START THE DATA
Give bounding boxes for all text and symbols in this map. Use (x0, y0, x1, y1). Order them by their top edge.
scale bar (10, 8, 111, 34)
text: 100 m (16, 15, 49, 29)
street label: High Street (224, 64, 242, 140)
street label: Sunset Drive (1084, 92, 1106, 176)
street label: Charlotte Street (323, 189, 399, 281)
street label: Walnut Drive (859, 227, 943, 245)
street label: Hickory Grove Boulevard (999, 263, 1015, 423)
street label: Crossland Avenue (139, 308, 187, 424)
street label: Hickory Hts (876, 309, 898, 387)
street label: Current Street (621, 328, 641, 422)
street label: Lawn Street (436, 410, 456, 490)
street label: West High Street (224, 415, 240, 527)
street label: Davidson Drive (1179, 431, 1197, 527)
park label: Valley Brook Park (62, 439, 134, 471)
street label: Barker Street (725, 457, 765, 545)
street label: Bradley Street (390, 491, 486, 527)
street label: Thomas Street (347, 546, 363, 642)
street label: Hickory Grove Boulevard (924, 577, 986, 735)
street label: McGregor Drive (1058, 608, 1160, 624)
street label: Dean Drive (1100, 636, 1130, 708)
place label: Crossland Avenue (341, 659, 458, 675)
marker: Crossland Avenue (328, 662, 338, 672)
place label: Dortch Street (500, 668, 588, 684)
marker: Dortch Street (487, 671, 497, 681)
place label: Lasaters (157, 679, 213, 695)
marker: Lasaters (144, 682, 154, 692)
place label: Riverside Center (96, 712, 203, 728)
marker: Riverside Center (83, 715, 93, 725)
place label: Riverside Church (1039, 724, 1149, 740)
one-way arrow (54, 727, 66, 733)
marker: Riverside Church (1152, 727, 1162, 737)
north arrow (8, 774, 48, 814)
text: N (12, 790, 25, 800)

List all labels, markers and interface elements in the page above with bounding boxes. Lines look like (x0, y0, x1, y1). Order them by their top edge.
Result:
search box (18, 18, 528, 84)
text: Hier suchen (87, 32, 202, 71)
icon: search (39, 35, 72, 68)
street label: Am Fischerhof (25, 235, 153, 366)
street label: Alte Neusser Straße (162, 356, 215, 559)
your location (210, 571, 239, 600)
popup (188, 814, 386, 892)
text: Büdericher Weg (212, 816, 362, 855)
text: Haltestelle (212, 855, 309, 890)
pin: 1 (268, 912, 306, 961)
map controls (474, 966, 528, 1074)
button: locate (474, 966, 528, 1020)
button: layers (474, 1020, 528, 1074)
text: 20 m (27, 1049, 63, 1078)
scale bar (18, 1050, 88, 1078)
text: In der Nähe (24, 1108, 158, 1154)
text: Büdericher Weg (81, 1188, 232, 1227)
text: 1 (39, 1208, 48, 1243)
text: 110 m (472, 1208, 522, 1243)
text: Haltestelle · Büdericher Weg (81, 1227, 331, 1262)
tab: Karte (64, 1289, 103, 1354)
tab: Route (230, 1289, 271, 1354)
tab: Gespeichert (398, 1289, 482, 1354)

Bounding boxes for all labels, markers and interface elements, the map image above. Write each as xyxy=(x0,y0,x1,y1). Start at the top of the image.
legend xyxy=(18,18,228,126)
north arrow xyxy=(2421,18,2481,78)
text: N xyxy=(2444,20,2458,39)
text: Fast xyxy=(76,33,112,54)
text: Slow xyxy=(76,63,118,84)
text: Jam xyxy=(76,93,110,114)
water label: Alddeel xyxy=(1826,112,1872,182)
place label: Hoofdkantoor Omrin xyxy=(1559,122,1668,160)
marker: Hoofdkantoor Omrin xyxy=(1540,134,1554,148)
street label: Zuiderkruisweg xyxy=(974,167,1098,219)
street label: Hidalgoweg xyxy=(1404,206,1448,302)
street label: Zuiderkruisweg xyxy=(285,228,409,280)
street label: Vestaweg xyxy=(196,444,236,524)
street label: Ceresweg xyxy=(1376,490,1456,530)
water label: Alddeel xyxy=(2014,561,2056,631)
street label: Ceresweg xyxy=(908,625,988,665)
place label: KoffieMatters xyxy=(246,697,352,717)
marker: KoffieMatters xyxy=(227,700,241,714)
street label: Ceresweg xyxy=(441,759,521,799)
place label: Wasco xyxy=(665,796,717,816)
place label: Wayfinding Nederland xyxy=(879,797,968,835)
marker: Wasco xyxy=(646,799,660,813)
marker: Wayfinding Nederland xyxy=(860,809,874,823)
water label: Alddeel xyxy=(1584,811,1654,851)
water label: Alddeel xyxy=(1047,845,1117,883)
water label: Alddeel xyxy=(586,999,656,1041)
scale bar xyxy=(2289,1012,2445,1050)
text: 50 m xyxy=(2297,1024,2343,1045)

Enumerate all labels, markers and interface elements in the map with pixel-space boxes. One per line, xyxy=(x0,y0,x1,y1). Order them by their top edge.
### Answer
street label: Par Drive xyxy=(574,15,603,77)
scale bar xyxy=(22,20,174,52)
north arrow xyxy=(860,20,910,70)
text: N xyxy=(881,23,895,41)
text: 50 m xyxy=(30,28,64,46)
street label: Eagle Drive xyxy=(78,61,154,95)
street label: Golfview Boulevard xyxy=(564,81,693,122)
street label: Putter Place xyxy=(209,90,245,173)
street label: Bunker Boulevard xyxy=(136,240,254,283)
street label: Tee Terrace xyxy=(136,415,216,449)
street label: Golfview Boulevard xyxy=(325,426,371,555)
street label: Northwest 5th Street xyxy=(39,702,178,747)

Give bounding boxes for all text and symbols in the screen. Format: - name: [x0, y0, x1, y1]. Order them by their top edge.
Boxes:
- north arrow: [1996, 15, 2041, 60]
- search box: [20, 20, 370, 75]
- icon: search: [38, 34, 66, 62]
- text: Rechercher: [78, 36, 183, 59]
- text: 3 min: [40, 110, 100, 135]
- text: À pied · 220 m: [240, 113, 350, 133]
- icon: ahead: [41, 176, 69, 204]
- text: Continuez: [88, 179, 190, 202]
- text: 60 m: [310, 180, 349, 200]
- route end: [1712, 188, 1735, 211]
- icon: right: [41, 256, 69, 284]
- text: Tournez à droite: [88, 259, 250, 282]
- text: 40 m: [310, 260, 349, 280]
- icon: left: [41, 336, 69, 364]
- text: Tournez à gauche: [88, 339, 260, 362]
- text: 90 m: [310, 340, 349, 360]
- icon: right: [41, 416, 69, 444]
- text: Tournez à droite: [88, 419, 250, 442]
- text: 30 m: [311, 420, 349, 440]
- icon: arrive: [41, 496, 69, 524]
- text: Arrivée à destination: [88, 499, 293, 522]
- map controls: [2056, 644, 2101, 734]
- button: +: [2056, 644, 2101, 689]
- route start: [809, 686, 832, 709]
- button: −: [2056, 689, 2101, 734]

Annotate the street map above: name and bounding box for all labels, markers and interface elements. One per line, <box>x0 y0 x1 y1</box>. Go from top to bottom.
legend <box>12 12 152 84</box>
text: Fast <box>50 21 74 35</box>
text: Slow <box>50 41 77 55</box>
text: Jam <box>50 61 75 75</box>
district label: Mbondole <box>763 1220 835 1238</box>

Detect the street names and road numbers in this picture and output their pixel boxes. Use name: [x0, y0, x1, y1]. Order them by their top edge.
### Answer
END THE DATA
ASSIGNMENT → Each line of the data in which the string "pixel" appears needs to be copied.

TASK ANSWER →
Enumerate all labels, markers and interface elements in the map with pixel-space boxes. One per line, xyxy=(x0,y0,x1,y1). Order them by their top edge.
Detect the street names and road numbers in this picture and output their pixel boxes. Use name: [x0, y0, x1, y1]. Order them by their top edge.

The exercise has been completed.